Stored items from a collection
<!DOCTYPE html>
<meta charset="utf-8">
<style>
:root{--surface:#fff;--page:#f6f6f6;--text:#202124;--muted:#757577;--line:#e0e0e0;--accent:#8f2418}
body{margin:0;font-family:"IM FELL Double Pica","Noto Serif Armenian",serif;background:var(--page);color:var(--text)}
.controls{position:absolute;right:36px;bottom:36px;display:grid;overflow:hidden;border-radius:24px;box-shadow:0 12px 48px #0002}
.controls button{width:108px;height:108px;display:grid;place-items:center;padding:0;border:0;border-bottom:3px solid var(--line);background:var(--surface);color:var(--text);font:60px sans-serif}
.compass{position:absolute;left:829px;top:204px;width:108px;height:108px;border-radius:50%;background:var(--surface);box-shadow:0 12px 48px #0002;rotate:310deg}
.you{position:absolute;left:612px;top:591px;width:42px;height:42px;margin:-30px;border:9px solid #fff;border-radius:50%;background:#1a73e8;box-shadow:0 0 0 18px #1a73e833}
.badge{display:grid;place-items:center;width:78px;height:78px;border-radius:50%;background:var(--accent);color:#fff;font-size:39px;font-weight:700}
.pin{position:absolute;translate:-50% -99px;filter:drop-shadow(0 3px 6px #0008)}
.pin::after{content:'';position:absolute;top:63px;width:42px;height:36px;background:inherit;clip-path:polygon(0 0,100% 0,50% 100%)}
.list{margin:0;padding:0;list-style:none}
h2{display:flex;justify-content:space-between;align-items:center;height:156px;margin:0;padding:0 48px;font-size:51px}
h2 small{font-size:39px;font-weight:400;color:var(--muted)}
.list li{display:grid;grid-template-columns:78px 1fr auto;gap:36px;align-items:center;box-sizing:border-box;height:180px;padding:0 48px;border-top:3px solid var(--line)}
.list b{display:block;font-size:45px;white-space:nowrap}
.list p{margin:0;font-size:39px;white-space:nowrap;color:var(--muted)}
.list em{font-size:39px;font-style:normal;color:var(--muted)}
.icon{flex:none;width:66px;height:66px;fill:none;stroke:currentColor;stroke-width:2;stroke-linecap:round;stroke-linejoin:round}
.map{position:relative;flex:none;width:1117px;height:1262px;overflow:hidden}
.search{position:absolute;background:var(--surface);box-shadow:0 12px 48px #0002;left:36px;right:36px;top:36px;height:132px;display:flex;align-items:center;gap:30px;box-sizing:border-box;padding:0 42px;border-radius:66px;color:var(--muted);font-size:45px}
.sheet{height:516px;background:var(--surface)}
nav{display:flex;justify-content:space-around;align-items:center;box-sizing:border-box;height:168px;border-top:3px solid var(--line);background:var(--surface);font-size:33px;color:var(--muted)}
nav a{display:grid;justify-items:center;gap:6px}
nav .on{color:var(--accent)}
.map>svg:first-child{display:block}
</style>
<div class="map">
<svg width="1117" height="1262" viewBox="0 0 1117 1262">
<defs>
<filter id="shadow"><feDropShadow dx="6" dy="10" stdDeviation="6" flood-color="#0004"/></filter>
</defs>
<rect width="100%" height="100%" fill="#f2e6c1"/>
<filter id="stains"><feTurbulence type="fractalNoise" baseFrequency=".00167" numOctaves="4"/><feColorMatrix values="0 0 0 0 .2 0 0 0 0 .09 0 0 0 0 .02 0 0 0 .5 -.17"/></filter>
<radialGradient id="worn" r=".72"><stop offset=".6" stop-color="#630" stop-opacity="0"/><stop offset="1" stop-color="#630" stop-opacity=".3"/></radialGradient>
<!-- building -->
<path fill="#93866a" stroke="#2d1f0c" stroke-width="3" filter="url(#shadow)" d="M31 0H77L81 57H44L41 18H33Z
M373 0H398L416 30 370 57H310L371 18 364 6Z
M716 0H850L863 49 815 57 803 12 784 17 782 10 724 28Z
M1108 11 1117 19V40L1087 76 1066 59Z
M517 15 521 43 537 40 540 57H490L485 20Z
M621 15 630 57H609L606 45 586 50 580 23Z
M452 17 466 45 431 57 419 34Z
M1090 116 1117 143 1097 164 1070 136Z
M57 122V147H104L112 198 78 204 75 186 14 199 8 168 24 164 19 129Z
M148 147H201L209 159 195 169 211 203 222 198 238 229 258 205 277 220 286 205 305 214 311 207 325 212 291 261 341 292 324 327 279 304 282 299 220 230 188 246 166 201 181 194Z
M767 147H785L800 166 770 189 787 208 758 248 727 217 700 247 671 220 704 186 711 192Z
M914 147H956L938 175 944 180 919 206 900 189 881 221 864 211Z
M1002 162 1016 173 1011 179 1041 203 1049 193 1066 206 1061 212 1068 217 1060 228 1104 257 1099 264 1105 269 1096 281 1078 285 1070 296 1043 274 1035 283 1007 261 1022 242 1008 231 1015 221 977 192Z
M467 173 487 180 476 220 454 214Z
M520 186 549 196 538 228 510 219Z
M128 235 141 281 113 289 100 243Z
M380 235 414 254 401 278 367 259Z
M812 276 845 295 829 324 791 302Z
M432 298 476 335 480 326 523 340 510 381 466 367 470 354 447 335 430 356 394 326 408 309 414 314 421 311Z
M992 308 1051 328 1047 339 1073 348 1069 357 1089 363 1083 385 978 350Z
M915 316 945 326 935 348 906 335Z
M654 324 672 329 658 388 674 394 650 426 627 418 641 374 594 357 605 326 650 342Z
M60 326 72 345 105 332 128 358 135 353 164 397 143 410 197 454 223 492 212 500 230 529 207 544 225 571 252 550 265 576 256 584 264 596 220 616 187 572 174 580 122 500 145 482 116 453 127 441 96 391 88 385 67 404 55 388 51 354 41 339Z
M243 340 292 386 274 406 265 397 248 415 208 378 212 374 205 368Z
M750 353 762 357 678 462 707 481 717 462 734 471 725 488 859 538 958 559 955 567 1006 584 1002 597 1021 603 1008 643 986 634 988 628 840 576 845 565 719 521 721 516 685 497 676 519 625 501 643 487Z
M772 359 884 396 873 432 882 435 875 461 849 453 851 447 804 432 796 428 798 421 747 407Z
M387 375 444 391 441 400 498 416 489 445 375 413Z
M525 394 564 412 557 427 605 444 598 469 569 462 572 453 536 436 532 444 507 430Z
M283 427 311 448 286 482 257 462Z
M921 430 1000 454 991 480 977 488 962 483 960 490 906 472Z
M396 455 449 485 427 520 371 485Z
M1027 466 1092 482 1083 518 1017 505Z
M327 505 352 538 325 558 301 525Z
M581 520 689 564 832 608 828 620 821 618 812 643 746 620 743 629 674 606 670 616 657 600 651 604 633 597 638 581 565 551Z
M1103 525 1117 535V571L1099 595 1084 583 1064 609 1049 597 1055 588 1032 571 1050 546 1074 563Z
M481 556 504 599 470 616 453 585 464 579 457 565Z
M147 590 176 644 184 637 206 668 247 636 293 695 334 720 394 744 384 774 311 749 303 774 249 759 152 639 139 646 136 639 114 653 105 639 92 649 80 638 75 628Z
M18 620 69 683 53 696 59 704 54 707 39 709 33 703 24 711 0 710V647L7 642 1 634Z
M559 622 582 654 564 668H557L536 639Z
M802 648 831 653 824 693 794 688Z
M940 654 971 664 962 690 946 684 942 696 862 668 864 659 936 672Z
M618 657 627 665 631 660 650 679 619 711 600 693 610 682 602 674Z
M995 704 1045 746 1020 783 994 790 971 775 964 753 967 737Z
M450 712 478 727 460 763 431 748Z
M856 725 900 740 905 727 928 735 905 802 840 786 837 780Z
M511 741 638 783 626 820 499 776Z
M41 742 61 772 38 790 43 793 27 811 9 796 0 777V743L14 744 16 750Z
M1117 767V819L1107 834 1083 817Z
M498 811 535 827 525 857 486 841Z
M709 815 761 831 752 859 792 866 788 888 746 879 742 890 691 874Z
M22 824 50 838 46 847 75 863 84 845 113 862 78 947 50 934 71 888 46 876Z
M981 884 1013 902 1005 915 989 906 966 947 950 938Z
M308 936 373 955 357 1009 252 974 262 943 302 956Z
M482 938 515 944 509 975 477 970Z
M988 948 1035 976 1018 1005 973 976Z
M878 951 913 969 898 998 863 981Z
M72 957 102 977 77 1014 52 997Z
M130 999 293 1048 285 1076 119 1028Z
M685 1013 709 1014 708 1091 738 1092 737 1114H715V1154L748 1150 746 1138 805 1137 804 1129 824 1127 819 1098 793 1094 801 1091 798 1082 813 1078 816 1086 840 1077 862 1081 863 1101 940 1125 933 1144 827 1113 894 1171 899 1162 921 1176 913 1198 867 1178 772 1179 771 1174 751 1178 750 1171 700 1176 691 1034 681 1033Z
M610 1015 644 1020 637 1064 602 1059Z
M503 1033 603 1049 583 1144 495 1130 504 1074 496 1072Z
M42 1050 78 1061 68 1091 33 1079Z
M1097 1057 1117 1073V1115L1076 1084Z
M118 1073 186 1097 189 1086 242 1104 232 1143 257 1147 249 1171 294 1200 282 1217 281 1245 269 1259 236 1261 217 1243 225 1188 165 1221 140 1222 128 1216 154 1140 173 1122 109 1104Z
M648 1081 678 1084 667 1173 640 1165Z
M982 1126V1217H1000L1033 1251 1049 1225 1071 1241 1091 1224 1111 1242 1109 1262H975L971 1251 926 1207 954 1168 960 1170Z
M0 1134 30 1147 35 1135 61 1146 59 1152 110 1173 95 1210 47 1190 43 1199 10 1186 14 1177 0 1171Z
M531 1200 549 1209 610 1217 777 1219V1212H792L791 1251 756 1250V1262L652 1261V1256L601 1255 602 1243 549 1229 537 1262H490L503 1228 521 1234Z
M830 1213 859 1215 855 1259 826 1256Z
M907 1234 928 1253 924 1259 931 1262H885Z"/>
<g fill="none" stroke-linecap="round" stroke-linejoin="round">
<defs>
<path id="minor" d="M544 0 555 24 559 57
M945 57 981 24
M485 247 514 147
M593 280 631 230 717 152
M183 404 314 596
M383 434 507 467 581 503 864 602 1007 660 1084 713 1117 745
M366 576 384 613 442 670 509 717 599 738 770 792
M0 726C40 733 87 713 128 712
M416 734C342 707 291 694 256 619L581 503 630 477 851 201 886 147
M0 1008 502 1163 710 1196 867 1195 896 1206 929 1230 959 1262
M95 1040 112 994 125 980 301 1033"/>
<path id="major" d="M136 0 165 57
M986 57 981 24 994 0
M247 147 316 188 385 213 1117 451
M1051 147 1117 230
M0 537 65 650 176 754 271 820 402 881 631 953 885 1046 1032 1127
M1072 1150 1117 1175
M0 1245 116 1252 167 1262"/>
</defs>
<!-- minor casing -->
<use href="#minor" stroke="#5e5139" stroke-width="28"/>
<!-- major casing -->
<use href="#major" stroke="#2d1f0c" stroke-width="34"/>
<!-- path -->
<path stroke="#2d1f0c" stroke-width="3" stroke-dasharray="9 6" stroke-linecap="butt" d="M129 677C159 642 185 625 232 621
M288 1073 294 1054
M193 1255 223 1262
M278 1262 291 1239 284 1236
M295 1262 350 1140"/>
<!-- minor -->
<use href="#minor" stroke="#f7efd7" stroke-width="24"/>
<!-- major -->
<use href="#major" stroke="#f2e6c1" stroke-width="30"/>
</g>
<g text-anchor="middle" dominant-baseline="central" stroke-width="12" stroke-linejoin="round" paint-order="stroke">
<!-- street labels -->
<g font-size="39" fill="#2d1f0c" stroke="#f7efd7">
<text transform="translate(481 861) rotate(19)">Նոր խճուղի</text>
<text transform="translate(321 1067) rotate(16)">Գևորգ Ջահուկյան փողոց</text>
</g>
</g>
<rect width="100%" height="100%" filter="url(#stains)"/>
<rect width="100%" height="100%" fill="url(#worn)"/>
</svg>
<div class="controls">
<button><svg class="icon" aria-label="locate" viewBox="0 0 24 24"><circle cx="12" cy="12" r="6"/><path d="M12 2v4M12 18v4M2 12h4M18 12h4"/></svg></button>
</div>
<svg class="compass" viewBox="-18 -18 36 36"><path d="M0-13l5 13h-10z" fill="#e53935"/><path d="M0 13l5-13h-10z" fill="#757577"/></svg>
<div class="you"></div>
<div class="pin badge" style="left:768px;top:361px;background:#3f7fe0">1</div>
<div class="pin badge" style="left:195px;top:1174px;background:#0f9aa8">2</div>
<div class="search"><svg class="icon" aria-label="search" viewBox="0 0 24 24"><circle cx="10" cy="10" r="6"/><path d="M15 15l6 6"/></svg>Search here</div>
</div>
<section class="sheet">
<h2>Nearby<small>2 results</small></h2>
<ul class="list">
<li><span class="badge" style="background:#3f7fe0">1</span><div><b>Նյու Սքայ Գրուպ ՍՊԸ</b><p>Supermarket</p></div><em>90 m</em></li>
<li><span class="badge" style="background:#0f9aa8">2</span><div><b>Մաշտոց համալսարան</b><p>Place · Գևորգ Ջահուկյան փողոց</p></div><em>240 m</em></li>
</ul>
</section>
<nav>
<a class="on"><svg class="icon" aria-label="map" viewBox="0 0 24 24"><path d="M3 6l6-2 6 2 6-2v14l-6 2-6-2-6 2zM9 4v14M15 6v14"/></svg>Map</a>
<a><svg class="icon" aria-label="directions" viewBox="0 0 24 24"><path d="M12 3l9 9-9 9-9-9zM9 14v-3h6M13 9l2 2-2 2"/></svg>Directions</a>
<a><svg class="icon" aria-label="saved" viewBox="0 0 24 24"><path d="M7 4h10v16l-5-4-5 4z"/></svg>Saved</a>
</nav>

EXERCISE DIRECTIONS: Wherever the string "sheet" appears in the data above, report the whole line.

TASK ANSWER:
.sheet{height:516px;background:var(--surface)}
<section class="sheet">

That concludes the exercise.